Arcade Video game published 36 years ago:

Vs. Tetris (c) 1988 Atari Games.

- TECHNICAL -

Main CPU : Zetex N2A03 (@ 1.789772 Mhz)
Sound Chips : Zetex N2A03 (@ 1.789772 Mhz), DAC (@ 1.789772 Mhz)

Screen orientation : Horizontal
Video resolution : 256 x 240 pixels
Screen refresh : 60.00 Hz
Palette colors : 64

Players : 2
Control : 8-way joystick
Buttons : 2

- TRIVIA -

Inspired by a pentominoes game he had bought earlier, Alexey Pajitnov creates Tetris on an Electronica 60 in June 1985 at the Moscow Academy of Science's Computer Center. It is ported to the IBM PC by Vadim Gerasimov and starts spreading around Moscow. Pajitnov gets a small degree of fame for his program. Due to Soviet political structure at the time, the inventor, Alexey Pajitnov was not able to patent his game.

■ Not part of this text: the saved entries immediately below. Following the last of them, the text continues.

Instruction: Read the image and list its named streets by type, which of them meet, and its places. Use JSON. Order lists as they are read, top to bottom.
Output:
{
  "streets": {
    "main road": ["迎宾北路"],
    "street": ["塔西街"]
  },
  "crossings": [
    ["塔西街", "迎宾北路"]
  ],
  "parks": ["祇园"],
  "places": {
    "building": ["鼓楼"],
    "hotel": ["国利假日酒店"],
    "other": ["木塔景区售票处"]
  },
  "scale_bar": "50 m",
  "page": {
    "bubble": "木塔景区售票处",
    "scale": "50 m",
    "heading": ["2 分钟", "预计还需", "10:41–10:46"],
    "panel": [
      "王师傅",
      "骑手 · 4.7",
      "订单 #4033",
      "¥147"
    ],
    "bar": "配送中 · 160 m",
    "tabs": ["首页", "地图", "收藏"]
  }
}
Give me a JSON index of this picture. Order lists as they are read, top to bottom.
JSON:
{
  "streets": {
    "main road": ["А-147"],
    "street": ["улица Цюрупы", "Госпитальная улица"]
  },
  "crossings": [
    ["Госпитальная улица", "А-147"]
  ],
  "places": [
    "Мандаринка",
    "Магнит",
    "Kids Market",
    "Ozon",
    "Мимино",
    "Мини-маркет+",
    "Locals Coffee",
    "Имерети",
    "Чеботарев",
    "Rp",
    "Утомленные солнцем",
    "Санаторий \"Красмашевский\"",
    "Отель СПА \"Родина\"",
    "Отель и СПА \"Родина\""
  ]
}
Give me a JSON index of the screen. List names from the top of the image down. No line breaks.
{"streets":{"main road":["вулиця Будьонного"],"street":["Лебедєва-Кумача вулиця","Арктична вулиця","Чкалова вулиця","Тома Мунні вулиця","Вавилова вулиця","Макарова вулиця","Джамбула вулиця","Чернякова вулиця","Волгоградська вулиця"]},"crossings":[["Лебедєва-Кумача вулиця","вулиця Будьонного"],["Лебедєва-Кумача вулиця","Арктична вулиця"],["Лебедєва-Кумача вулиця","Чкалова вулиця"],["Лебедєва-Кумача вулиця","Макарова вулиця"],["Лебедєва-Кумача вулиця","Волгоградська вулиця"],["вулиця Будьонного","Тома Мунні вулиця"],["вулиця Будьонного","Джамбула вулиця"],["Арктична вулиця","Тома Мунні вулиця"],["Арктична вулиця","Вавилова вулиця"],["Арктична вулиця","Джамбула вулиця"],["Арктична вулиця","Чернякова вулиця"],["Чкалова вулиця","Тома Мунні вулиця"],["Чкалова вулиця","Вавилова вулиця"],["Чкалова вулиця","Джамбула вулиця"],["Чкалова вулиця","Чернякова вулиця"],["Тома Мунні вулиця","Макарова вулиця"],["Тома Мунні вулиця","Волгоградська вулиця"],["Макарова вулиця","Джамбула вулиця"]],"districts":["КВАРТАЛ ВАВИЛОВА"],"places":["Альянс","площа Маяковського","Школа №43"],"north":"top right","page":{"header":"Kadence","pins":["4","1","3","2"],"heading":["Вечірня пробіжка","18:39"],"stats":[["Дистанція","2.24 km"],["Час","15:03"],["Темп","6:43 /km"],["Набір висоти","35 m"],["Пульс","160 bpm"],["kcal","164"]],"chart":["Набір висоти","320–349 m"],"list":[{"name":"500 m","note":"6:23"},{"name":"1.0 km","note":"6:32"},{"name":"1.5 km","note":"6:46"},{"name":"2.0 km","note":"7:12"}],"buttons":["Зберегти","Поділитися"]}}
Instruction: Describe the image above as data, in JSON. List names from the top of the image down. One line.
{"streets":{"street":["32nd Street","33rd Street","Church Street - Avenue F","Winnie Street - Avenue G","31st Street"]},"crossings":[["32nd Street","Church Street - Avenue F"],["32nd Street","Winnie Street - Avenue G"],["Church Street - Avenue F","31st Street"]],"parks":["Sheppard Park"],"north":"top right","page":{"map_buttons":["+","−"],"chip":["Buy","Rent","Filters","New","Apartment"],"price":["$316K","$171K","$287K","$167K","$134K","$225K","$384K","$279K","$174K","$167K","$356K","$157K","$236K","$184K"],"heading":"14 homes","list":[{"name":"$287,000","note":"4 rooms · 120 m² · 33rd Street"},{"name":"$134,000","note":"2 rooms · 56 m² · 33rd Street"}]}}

This gave rise to many sundry Tetris clones for all manner of machines.

Here is the name of all tetrominos in Tetris (A tetromino is a geometric shape composed of four squares, connected orthogonally) :
* The 'I' (Also called 'Stick' or 'Straight') - Four blocks in a straight line.
* The 'Square' (Also called 'O', 'Package' or 'Block') - Four blocks in a 2x2 square.
* The 'T' - A row of three blocks with one added below the center.
* The 'L' - A row of three blocks with one added below the left side.
* The 'J' (Also called 'Inverted L' or 'Gamma') - A row of three blocks with one added below the right side (This piece is a reflection of 'L' but cannot be rotated into 'L').
* The 'S' - Bent trimino with block placed on outside of clockwise side.
* The 'Z' (Also called 'Inverted S') - Bent trimino with block added on outside of anticlockwise side (This piece is a reflection of 'S' but cannot be rotated into 'S').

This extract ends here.